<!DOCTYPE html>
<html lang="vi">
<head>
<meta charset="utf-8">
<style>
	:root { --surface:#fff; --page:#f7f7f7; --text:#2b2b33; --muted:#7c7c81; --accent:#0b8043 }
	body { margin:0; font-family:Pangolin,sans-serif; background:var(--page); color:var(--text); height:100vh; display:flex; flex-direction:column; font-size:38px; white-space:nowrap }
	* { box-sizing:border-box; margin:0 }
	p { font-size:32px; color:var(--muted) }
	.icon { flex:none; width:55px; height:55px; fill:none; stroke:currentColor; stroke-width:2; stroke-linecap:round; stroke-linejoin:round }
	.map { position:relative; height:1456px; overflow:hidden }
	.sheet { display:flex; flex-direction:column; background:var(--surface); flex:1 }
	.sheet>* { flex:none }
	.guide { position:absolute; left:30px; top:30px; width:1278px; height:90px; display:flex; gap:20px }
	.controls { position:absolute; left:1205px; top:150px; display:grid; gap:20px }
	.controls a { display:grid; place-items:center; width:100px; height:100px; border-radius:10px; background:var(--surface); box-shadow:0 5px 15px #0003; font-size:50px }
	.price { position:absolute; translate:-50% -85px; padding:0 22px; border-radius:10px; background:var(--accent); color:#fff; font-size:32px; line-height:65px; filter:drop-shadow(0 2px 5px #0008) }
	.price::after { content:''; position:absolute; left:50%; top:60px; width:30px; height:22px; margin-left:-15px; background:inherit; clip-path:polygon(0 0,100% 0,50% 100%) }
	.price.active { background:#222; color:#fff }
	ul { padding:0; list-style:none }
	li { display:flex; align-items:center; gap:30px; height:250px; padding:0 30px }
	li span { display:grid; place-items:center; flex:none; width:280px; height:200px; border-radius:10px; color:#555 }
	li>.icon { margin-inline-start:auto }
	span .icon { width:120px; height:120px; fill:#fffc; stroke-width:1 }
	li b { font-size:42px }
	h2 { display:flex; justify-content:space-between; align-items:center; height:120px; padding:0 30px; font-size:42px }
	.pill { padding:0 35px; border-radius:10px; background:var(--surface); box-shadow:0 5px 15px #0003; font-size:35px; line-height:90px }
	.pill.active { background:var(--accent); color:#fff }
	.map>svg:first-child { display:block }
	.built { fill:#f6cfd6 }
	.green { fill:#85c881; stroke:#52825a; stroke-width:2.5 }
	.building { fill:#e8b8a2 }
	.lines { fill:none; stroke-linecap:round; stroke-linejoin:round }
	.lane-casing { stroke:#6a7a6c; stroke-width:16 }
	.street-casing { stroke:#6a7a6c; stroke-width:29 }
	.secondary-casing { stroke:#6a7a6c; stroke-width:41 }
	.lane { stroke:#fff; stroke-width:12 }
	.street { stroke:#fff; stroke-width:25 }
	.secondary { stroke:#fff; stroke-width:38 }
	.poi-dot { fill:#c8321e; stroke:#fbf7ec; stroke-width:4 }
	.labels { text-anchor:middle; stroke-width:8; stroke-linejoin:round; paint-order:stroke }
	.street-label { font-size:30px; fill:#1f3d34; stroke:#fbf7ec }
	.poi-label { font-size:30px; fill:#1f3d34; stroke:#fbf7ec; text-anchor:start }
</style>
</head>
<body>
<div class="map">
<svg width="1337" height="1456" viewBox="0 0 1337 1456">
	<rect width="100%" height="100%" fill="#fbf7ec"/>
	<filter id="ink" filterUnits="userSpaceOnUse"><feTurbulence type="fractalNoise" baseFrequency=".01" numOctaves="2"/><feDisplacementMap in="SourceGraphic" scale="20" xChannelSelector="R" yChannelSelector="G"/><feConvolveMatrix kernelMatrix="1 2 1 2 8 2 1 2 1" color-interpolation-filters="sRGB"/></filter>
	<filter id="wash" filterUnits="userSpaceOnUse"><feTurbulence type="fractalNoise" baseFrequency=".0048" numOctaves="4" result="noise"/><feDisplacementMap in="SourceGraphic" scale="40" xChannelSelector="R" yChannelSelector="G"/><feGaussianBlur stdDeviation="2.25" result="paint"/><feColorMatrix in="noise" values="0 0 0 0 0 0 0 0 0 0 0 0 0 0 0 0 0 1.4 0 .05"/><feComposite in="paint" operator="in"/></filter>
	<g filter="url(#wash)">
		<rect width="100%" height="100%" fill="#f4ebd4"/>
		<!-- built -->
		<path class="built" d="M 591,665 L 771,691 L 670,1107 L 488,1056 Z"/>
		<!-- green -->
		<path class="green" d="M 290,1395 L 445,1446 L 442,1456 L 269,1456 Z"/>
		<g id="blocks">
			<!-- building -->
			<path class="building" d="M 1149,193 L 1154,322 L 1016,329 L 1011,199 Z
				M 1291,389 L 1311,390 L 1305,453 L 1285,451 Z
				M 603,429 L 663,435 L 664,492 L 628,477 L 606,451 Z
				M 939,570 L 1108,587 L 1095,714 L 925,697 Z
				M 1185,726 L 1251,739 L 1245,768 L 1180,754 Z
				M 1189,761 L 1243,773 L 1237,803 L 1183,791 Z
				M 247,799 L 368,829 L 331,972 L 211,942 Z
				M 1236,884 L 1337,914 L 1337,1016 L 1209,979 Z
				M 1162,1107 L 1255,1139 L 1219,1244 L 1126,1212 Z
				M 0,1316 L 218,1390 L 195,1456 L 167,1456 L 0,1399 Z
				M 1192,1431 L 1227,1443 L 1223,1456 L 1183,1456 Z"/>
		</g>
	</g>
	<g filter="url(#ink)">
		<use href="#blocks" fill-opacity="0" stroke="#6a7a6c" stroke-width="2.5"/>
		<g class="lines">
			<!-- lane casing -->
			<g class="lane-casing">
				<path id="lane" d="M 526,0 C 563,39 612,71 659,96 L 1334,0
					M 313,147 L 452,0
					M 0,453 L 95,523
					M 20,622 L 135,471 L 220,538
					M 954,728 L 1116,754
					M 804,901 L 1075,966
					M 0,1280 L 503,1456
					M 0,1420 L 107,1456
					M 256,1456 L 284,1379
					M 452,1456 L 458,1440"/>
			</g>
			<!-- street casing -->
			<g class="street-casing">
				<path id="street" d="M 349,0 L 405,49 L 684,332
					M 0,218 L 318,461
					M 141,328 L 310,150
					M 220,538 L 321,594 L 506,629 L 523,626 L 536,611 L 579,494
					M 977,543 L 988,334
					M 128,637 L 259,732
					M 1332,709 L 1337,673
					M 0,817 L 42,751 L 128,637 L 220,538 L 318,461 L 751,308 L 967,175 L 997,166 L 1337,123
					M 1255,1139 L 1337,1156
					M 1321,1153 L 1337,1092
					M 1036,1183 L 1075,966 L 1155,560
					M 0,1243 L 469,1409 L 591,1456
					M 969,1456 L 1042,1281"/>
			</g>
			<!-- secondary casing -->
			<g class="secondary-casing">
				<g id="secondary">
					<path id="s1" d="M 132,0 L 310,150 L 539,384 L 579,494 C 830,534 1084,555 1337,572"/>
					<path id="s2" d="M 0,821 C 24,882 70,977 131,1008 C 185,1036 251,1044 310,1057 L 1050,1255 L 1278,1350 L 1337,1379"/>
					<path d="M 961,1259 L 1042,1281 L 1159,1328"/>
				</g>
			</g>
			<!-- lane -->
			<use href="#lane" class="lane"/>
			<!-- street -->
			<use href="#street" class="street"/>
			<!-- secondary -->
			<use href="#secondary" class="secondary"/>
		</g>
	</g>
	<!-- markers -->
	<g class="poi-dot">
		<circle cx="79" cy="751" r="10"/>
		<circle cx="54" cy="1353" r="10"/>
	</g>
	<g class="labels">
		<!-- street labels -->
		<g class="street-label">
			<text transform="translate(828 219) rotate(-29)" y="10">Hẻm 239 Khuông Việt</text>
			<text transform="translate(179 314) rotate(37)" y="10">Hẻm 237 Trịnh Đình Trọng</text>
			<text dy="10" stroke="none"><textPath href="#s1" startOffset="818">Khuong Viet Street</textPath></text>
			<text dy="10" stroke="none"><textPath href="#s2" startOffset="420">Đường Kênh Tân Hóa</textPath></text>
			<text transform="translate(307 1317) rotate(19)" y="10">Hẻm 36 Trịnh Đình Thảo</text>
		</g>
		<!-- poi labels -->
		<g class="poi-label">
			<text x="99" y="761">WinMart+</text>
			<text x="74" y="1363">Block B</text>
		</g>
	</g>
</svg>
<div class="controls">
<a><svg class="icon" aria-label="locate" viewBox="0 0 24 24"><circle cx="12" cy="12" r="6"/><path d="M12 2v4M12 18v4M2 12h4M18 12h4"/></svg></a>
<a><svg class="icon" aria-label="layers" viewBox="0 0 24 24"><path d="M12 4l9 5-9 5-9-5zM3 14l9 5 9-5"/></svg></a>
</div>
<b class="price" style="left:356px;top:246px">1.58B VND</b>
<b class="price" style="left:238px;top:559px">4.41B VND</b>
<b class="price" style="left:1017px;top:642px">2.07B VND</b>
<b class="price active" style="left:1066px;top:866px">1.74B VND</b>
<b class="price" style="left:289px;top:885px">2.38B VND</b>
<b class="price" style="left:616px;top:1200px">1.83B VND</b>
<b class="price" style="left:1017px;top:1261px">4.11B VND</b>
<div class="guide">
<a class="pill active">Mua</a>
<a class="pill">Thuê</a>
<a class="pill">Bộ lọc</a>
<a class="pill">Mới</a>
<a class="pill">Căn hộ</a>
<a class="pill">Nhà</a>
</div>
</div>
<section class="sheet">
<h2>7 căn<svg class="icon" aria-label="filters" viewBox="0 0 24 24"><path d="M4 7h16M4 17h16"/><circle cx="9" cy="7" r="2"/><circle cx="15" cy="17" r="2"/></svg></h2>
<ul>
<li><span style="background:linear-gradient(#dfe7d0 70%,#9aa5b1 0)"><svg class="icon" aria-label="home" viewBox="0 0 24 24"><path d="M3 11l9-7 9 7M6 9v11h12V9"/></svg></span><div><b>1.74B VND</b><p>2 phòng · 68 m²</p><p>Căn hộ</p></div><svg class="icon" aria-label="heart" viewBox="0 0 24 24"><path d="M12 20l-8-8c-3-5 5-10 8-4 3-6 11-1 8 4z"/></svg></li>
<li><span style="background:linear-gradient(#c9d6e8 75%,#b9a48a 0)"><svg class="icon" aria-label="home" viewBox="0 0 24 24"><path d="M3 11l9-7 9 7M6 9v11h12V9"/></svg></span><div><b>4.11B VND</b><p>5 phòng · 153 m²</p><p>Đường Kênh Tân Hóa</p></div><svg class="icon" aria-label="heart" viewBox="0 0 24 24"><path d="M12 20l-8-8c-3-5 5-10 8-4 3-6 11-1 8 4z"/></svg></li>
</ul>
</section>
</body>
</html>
* * * * * * * * *
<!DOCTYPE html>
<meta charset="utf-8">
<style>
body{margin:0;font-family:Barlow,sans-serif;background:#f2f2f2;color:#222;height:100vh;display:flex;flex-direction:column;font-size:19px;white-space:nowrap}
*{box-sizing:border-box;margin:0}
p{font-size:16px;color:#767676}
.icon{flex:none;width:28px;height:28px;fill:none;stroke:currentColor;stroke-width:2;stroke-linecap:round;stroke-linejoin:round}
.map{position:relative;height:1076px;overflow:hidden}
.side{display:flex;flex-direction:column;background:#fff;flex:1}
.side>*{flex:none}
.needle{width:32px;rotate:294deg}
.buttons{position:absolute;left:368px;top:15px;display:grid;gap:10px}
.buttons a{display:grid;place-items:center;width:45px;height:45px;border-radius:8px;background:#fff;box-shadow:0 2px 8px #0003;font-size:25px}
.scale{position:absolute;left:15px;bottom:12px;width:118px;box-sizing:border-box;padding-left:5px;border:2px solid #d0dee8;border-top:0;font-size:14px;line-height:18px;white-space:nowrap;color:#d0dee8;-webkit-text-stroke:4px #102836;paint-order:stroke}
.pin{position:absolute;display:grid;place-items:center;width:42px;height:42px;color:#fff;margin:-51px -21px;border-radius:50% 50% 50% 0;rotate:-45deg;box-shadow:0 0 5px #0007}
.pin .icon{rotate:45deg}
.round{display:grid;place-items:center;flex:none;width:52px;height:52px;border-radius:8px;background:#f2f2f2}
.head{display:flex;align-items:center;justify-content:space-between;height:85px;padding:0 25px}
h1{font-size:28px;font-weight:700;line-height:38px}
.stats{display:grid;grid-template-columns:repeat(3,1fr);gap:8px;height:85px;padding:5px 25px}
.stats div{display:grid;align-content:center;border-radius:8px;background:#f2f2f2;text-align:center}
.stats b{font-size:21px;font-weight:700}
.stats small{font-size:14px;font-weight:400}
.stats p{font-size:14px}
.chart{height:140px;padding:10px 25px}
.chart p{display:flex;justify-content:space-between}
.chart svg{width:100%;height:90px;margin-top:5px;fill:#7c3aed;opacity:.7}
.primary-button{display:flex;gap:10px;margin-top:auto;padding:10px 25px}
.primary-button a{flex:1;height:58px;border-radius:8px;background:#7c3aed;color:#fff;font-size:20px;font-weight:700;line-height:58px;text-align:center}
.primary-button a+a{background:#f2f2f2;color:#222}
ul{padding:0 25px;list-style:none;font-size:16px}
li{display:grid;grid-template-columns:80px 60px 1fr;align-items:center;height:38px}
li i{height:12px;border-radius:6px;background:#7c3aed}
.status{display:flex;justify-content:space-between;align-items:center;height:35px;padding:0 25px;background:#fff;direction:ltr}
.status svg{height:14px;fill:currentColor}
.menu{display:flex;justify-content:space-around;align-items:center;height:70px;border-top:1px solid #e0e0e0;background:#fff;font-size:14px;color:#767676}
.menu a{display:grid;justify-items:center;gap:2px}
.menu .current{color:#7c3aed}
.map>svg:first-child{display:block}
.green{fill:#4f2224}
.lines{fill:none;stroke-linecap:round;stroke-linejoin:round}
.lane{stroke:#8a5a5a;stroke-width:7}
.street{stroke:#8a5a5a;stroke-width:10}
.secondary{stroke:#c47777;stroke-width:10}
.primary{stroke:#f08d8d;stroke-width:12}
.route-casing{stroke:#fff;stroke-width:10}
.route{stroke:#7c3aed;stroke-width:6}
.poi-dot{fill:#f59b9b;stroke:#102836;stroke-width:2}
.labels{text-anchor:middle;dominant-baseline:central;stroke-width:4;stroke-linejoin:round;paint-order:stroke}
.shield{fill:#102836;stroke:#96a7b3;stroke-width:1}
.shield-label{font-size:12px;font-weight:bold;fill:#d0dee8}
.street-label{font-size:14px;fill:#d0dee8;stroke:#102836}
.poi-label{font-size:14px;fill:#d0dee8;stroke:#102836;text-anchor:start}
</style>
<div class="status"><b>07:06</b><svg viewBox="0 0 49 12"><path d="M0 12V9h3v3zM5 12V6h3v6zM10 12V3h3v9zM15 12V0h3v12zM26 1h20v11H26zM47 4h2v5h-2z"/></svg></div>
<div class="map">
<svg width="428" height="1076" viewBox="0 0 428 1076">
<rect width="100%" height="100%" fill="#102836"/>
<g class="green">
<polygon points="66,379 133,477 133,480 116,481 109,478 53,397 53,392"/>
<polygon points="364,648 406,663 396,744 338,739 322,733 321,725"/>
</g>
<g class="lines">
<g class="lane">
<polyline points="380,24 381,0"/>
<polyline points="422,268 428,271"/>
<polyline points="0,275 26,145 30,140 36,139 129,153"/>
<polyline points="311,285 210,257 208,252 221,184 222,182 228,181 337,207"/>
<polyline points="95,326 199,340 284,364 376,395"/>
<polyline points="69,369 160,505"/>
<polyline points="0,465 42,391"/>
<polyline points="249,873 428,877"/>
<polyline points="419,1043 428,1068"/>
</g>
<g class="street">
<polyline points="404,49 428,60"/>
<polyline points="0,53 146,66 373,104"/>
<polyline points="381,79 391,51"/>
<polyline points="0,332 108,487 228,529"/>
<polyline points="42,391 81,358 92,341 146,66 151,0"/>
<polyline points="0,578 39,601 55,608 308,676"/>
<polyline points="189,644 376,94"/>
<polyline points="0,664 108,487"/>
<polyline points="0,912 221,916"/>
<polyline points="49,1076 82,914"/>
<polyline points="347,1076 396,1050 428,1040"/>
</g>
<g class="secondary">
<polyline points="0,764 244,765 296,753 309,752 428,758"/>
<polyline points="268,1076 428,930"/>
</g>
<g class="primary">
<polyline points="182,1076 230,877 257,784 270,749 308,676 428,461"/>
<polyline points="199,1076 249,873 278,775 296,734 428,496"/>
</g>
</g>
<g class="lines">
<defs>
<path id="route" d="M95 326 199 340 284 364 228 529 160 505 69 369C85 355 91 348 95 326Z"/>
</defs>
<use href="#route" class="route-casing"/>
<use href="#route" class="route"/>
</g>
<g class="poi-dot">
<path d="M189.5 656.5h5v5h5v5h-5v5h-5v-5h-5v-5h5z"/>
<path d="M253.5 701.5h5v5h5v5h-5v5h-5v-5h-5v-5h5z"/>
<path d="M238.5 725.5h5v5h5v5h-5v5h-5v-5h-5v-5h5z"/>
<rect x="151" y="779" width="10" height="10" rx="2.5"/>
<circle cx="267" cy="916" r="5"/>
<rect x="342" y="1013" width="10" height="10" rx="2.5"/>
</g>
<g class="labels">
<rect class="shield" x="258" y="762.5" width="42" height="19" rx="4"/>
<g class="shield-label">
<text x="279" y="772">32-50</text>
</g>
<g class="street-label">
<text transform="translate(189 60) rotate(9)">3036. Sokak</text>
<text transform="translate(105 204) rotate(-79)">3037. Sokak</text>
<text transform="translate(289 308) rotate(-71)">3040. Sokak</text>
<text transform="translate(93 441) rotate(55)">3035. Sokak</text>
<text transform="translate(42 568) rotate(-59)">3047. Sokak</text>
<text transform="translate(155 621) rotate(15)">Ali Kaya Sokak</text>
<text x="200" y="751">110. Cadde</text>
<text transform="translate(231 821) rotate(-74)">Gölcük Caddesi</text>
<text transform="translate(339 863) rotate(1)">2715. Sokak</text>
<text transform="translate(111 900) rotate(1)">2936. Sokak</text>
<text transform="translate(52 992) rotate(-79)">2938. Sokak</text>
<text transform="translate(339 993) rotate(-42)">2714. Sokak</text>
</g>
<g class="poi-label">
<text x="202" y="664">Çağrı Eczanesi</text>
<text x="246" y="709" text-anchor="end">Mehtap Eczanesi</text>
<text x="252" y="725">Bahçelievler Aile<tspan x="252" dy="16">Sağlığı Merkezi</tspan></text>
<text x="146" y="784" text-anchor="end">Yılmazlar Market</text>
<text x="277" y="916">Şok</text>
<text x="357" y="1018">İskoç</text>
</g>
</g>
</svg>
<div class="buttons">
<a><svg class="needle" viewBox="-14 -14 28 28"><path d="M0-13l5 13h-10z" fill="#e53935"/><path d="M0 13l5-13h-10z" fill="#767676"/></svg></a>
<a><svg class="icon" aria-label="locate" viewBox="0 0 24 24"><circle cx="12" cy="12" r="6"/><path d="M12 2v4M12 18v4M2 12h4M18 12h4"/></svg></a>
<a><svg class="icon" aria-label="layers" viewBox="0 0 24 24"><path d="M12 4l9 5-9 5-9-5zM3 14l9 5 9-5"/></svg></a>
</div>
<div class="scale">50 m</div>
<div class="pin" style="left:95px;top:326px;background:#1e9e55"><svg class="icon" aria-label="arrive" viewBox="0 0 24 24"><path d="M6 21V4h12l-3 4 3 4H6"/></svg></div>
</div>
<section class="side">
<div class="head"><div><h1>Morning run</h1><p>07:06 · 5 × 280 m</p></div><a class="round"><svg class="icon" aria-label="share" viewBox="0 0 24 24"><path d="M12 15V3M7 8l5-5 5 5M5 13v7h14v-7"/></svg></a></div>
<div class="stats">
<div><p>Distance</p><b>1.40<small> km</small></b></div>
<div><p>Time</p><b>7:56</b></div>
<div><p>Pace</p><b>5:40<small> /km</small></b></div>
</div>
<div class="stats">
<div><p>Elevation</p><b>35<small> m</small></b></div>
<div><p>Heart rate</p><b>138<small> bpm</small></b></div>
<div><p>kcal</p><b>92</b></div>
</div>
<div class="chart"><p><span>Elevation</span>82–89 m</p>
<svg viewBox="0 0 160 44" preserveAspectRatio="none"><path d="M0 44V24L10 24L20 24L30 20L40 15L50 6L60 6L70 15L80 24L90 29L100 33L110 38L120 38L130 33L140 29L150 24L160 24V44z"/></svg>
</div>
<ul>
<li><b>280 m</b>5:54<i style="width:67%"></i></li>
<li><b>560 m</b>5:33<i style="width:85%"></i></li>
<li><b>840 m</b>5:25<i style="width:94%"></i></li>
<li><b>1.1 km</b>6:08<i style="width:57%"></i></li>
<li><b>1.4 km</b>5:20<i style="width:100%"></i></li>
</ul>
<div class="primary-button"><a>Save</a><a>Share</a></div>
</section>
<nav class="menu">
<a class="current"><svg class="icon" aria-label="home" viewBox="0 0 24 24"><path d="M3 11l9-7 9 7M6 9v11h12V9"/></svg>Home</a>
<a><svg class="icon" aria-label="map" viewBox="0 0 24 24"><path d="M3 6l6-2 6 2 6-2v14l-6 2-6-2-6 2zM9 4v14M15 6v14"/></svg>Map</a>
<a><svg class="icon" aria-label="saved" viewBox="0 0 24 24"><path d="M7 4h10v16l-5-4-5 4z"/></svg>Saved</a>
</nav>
* * * * * * * * *
▶ WHAT TO PRODUCE
Return a copy of each line in the entries that contains "lines".

▶ WRITTEN ANSWER
	.lines { fill:none; stroke-linecap:round; stroke-linejoin:round }
		<g class="lines">
.lines{fill:none;stroke-linecap:round;stroke-linejoin:round}
<g class="lines">
<g class="lines">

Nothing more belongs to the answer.